Grant

Enhancing Nursing Capacity to Understand and Address the Needs of Native American Youth on the Fort Belknap Reservation

Johns Hopkins University and the Fort Belknap Indian Community will conduct and use research to develop a culturally-responsive intervention for preventing suicide among adolescents and young adults of the Nakoda and Aaniih Nations.

Through a community learning model with the Hopkins team, Fort Belknap nurses will learn applied research methodologies and will work as part of the research team focused on reducing health disparities. In the first phase of the work, they will use focus groups and interviews to identify and analyze how the social environment contributes to or protects against youth suicide.

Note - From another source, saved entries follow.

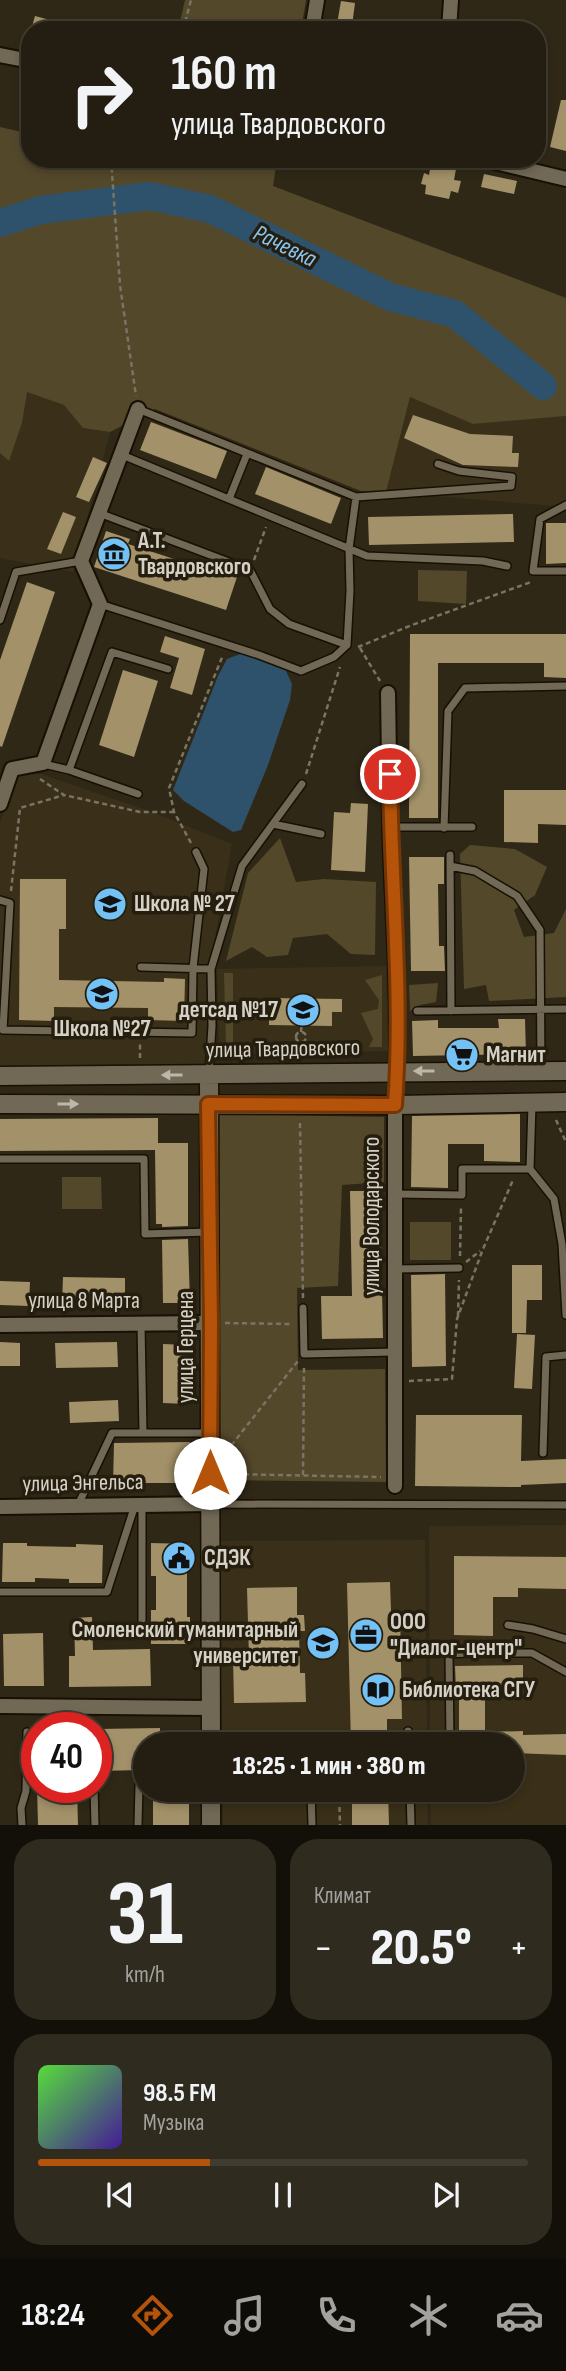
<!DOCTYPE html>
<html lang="ru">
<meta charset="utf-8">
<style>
body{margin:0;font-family:"Sofia Sans Condensed",sans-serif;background:#2f2b1f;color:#f1f3f6;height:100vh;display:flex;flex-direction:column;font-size:26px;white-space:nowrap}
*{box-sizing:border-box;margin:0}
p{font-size:23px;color:#a3a29f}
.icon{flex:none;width:38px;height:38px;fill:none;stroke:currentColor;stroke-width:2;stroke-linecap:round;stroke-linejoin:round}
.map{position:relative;height:1825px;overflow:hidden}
.drawer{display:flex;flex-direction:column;gap:14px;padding:14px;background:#131009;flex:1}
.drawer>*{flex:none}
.guide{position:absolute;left:21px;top:21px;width:525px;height:147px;border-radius:28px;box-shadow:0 4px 10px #0003,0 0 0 2px #403c31;background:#231e11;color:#f1f3f6;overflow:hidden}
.speed{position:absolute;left:21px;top:1712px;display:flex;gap:14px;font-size:35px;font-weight:700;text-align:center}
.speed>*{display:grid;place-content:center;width:91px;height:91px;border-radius:50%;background:#231e11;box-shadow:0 4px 10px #0003,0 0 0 2px #403c31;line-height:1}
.speed .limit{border:10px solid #d22;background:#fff;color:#111}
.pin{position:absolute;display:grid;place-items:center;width:60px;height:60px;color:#fff;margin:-30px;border:4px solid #fff;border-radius:50%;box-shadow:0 2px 7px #0007}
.me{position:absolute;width:77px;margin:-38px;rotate:0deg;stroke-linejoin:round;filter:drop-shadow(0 0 5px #0008)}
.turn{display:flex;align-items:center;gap:24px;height:147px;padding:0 35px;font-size:32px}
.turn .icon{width:91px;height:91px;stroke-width:2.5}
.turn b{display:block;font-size:49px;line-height:60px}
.big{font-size:52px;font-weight:800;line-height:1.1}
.drawer .card{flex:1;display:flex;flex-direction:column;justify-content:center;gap:10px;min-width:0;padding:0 24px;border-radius:28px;background:#2f2b1f}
.drawer .dial{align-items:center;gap:0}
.dial b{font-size:91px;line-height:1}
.song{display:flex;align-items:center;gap:21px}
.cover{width:84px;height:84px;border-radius:10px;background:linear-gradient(135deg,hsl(110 70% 55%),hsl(260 70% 35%))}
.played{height:7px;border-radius:4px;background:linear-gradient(90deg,#b45309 35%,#403c31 35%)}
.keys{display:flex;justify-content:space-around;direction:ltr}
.heat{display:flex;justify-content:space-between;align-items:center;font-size:38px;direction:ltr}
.drawer .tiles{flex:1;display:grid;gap:14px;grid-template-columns:1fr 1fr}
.card:last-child{grid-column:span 2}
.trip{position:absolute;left:133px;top:1732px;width:392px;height:70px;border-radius:35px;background:#231e11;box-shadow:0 4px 10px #0003,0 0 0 2px #403c31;font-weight:800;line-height:70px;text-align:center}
.menu{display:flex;height:112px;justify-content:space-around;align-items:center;background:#0e0c07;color:#a3a29f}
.menu .icon{width:49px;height:49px}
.menu .current{color:#b45309}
.menu b{font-size:32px;color:#f1f3f6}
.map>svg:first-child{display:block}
</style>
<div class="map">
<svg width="566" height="1825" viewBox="0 0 566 1825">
<rect width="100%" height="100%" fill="#2f2817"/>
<path fill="#3a3019" d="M26 391 64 405 84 428 110 432 73 572 0 558V453L9 461 22 423Z
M410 397 473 424 566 416V507L386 492Z
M41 774 149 811 232 844 210 965V1066L0 1067V823L17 775Z
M386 966 388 1051 219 1055 217 969Z
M566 1525V1825H431L430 1790H513V1745H430L429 1526Z
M425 1540 427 1745H222L219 1541Z
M223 1790H427L428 1825H223Z"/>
<path fill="#54482b" d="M185 0H306L301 30H178Z
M0 127 30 134V159H277L273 186 566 298V416L473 424 410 397 386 492 361 491 155 409 110 432 83 428 64 405 27 392 22 423 9 461 0 453Z
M418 570 467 571 466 604 418 601Z
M280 838 296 882 324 879 376 882 375 955 351 954 327 934 293 938 288 955 267 957 252 947 226 961 248 873Z
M470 845 515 849 547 867 535 895 514 910 524 937 554 933 566 909V997L489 1001 486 985 464 989 460 854Z
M224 973H233V1044L226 1045Z
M382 975V1047H369L373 1039 361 1013 378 1009 379 1000 365 980Z
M438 983 436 1002 420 1005 410 1011 409 985Z
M212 1114 384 1117V1182L342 1185 338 1286 297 1288 298 1370 385 1369 386 1482 221 1480Z
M62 1177H101L102 1209H62Z
M410 1222H451V1260H410Z"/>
<path fill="#2e526b" d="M243 653 285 669 292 684 290 700 268 765 241 830 233 832 184 801 173 790 218 676 227 659Z"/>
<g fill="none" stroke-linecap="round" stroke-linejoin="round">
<path stroke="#2e526b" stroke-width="28" d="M0 223 41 210 149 196 210 209 390 297 455 314 543 386"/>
</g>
<path fill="#a29169" d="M341 1 355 3 352 26 337 24Z
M35 16 69 25V30H31Z
M561 100H566V151L550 147Z
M431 164 456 169 454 180 461 181 458 193 451 191 449 199 425 194 426 185 421 184 424 173 429 175Z
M484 174 517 181 514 194 481 187Z
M413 415 470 434 513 436 512 453H519L518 467 463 465 404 438Z
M151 422 227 451 216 479 140 450Z
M93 457 107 463 89 502 76 497Z
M266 467 341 498 331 524 255 494Z
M63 512 76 517 61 554 47 549Z
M513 514 514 542 369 545 368 517Z
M546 523H566V563L546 564Z
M106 531 130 539 128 544 214 572 216 567 238 574 226 610 94 567Z
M27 582 55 592 2 747 0 746V660Z
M410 634H566V678L544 677V663H438V818H409Z
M165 636 205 649 192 695 170 688 179 658 160 652Z
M123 670 158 681 134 757 99 745Z
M504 790H566V825L538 824V843L504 842Z
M351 803 368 804 365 872 331 870 334 812 350 813Z
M409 857H444V884H438L439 946H444L445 971H411Z
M20 879H66V929H59V980L164 982V978L185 979 184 1021 148 1020V1008L54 1007V1021L19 1020Z
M269 998 342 999V1012H332V1026L269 1025Z
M498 1019H525L526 1054 413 1056 412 1021 438 1020V1028H499Z
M520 1114V1162L484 1161V1144H448V1188L411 1187 412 1116Z
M158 1118V1143H188V1226L162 1227V1224H156L155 1150 0 1151V1119Z
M350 1191H380L383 1338 322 1339 321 1296H352Z
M188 1239 190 1303H163L162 1240Z
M512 1265H542V1300H527L526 1333H512Z
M445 1274 446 1366 412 1367 411 1275Z
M63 1277 125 1278V1305L62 1304Z
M0 1281 30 1282 29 1306 0 1305Z
M517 1334 535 1335 532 1389 514 1388Z
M0 1342 20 1343V1366H0Z
M117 1342 118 1367 56 1368 55 1343Z
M163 1344 188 1345 187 1404 163 1403Z
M118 1400 119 1421 70 1423 69 1402Z
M416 1415H522L521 1461 566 1459V1483L521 1485V1487L415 1486Z
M190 1442 191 1483H113L114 1443Z
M3 1543H27V1546L76 1547V1544L103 1545 102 1583H69V1579L35 1578V1582H2Z
M151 1543 190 1544V1568H187V1617H190V1644H151V1610H156V1576H151Z
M454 1556 566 1557V1589L518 1588V1597H493V1636L454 1635Z
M390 1582 391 1611H400L402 1719H387V1745H351L347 1583Z
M297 1587V1615H304L305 1631H299L300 1673H305L306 1702 234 1703 233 1658H249L247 1588Z
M92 1617 93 1650 150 1649 151 1686 69 1687V1656H75L74 1618Z
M43 1633 44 1686H4L3 1634Z
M523 1665V1687L485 1688V1732L523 1731V1735L566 1734V1755L513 1753V1745H457V1732H459V1689H456L455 1666Z
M160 1728V1745H145V1770L96 1771V1729Z
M37 1787H77L78 1825H38Z
M153 1790H189V1825H153Z
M352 1790H388L389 1825H352Z"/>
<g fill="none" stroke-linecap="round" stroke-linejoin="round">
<defs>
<path id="service" d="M138 409 356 497 511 486 512 477 459 471 438 464
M122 455 367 556 483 561 507 566
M229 499 247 454
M566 505 540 519 533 571H566
M99 513 250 570 270 609 289 624 347 645
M100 604 259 655 301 671 334 657 347 645 350 591 349 549 356 497
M0 620 16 572 81 561
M44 764 69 770 112 652 168 669
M69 770 138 794
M273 824 321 834
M390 827H472
M444 828 448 711 465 688 566 686
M450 855 451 1011
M450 866 475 871 517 896 540 930 541 1070
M0 900 10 903 3 1030 192 1033 193 968 204 869 196 852
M141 967 211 969
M417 1011 566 1009
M209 1074 212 1026 211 969 242 866 302 784
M532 1104 530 1169 554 1199 562 1244 566 1315
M0 1159H144L145 1234 208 1232
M395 1194 462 1195V1169H530
M395 1269 459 1268
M303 1308 304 1354 395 1352
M141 1324 143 1433
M543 1453 546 1357 566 1355
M210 1504 566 1505
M78 1505 112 1433H209
M0 1592H107L135 1505
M508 1625 533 1629 566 1639
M142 1629V1505
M478 1653H532L566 1672
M408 1731V1745
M309 1745V1742L337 1740
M450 1745 449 1654 468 1653
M513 1762H521
M94 1787 95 1825
M311 1790 312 1825
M410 1790 411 1825
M22 1825 21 1808 26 1791 27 1732
M138 1825 139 1786"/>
<path id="minor" d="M312 30 317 0
M449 30 451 0
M0 55 30 61
M483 159 566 179
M388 693C389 738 389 783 390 827 393 920 401 1012 395 1105V1486
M0 804 12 769 43 763 100 604 81 561 138 409
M0 1325 211 1323
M0 1507 210 1504
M0 1706 211 1708"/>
<path id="tertiary" d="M209 1075 211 1745
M0 1076 566 1071
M0 1104 395 1105 566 1102
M211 1790V1825"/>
</defs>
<use href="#service" stroke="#171003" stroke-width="10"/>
<use href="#minor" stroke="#171003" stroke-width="18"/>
<use href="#tertiary" stroke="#171003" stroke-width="21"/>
<path stroke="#797465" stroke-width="2.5" stroke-dasharray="5 3.5" stroke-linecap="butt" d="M183 30 191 0
M111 159 120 285 136 396
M254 560 266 527
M358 647 412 625 531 582
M360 648 380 681
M306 774 340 667
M40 779 64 795 140 812H174
M191 843 174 812 169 788 223 655
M11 891 20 808 64 795
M301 1032 302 1020
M296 1037a5 5 0 1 1 10 0a5 5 0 1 1-10 0Z
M140 1058V1044
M300 1058 301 1042
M556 1120 566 1142
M300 1123 303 1298
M460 1256 461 1207
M466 1262 480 1251
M458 1316 459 1280
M225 1323 292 1324
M409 1381 452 1379 457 1319 483 1249 513 1180
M226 1452 298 1361
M227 1474 381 1477
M303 1475 304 1366
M339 1790 340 1825"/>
<use href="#service" stroke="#716956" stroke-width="7"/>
<use href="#minor" stroke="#716956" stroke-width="14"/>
<use href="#tertiary" stroke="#716956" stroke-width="18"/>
</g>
<defs><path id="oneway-solid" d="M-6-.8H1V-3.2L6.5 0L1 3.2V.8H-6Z" transform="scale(1.75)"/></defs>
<g fill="#bcb7aa">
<use href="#oneway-solid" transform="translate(424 1071) rotate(180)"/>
<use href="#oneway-solid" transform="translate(172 1075) rotate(180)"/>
<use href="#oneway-solid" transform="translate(68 1104)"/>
</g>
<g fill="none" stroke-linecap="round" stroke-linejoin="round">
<defs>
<path id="route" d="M210 1473 211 1323 208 1104 395 1105C403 994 391 884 390 774"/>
</defs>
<use href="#route" stroke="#753606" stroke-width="18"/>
<use href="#route" stroke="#b45309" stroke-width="12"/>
</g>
<defs>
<symbol id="museum-disc" viewBox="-11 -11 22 22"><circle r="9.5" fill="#73c1f5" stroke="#251e0e"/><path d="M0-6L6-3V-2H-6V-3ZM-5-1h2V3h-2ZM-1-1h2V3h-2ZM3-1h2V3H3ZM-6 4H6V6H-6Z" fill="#111"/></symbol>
<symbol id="school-disc" viewBox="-11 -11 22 22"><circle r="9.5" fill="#73c1f5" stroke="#251e0e"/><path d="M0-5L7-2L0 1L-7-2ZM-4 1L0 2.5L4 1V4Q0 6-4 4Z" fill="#111"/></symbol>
<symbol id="supermarket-disc" viewBox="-11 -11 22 22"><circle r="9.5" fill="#73c1f5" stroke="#251e0e"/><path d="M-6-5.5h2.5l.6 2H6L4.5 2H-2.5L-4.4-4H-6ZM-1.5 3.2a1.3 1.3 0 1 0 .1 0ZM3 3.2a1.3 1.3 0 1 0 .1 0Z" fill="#111"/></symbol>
<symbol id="civic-disc" viewBox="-11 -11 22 22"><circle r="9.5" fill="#73c1f5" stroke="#251e0e"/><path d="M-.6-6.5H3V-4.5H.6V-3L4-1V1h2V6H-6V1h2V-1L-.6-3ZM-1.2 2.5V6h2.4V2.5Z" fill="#111"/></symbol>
<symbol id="office-disc" viewBox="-11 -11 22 22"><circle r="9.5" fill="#73c1f5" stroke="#251e0e"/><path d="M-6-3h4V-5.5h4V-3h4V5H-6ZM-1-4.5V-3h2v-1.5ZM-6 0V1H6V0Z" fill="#111"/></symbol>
<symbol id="university-disc" viewBox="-11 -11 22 22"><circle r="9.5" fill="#73c1f5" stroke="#251e0e"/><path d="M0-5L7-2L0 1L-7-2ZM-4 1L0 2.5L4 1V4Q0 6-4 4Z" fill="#111"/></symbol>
<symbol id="library-disc" viewBox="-11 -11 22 22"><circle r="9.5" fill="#73c1f5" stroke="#251e0e"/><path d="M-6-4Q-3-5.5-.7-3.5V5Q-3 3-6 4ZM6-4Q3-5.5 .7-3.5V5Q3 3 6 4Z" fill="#111"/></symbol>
</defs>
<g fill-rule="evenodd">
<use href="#museum-disc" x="95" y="535" width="38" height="38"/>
<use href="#school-disc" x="91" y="885" width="38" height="38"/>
<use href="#school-disc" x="83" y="975" width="38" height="38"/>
<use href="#school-disc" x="284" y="991" width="38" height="38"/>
<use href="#supermarket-disc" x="443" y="1036" width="38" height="38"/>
<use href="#civic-disc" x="160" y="1539" width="38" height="38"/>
<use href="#office-disc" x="347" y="1616" width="38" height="38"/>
<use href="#university-disc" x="304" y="1624" width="38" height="38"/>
<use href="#library-disc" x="359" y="1671" width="38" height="38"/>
</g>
<g text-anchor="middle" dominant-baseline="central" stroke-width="7" stroke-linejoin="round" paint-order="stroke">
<g font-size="23" font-weight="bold" fill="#d5d1c6" stroke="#251e0e" text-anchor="start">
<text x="138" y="541">А.Т.<tspan x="138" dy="26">Твардовского</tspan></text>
<text x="134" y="904">Школа № 27</text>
<text x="278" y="1010" text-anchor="end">детсад №17</text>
<text x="102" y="1029" text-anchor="middle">Школа №27</text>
<text x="486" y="1055">Магнит</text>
<text x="204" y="1558">СДЭК</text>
<text x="390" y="1622">ООО<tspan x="390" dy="26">"Диалог-центр"</tspan></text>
<text x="298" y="1630" text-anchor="end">Смоленский гуманитарный<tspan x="298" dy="26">университет</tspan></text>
<text x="402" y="1690">Библиотека СГУ</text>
</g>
<g font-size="23" fill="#d5d1c6" stroke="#251e0e">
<text transform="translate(283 1049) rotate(-1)">улица Твардовского</text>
<text transform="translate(372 1216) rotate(-90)">улица Володарского</text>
<text x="84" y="1301">улица 8 Марта</text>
<text transform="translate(186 1347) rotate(-90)">улица Герцена</text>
<text transform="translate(83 1483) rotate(-1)">улица Энгельса</text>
</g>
<g font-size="24" font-style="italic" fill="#88c6f2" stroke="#251e0e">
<text transform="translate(285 246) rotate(26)">Рачевка</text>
</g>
</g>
</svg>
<div class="speed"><div class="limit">40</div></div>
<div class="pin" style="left:390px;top:774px;background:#d93025"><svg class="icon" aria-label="arrive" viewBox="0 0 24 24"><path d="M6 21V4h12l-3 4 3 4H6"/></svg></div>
<svg class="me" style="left:210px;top:1473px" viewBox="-20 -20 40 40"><circle r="19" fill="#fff"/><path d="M0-13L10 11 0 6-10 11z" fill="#b45309"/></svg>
<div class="trip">18:25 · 1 мин · 380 m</div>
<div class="guide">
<div class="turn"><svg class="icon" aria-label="right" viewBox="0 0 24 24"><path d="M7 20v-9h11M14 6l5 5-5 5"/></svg><div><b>160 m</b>улица Твардовского</div></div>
</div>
</div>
<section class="drawer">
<div class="tiles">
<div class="card dial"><b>31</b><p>km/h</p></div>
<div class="card"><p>Климат</p>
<div class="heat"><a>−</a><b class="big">20.5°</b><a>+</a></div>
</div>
<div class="card">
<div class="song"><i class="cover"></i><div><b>98.5 FM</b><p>Музыка</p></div></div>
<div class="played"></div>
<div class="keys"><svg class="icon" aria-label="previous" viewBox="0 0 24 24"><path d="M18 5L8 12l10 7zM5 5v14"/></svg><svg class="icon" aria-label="pause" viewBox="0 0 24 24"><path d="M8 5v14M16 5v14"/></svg><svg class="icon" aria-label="next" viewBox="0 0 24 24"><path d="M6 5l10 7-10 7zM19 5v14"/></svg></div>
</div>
</div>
</section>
<nav class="menu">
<b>18:24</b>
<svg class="icon current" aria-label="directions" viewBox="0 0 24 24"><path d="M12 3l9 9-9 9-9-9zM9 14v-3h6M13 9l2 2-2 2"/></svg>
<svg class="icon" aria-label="music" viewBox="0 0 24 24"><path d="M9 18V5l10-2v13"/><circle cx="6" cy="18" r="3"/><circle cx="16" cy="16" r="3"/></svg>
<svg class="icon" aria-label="phone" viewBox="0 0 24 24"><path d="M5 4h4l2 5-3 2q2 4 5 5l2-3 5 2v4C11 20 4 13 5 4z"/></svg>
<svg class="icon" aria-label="climate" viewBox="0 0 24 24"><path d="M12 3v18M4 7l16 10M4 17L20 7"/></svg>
<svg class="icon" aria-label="car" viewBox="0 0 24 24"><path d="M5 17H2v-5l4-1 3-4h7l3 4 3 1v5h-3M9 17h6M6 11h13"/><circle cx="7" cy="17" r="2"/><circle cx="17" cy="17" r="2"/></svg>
</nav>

The team will then use survey data to measure individual, relationship, community, and societal risk and protective factors against youth suicide and suicide ideation. The project will utilize a Tribal Advisory Board and will center youth voice throughout the project design and execution. At the same time, Johns Hopkins University School of Nursing will engage in several activities to build its capacity for applied research, including integrating Indigenous methods into the curriculum to build Indigenous research methodologies in School of Nursing scientists, acknowledging their partners at the Tribal college through faculty appointments in the School of Nursing, and conducting fundraising to support an endowed professorship on Native American health. The university has also established a Center for Community Innovation and Scholarship, which supports faculty in developing sustainable models to promote the well-being of underserved populations, using research-practice partnerships as a key mechanism to for this work.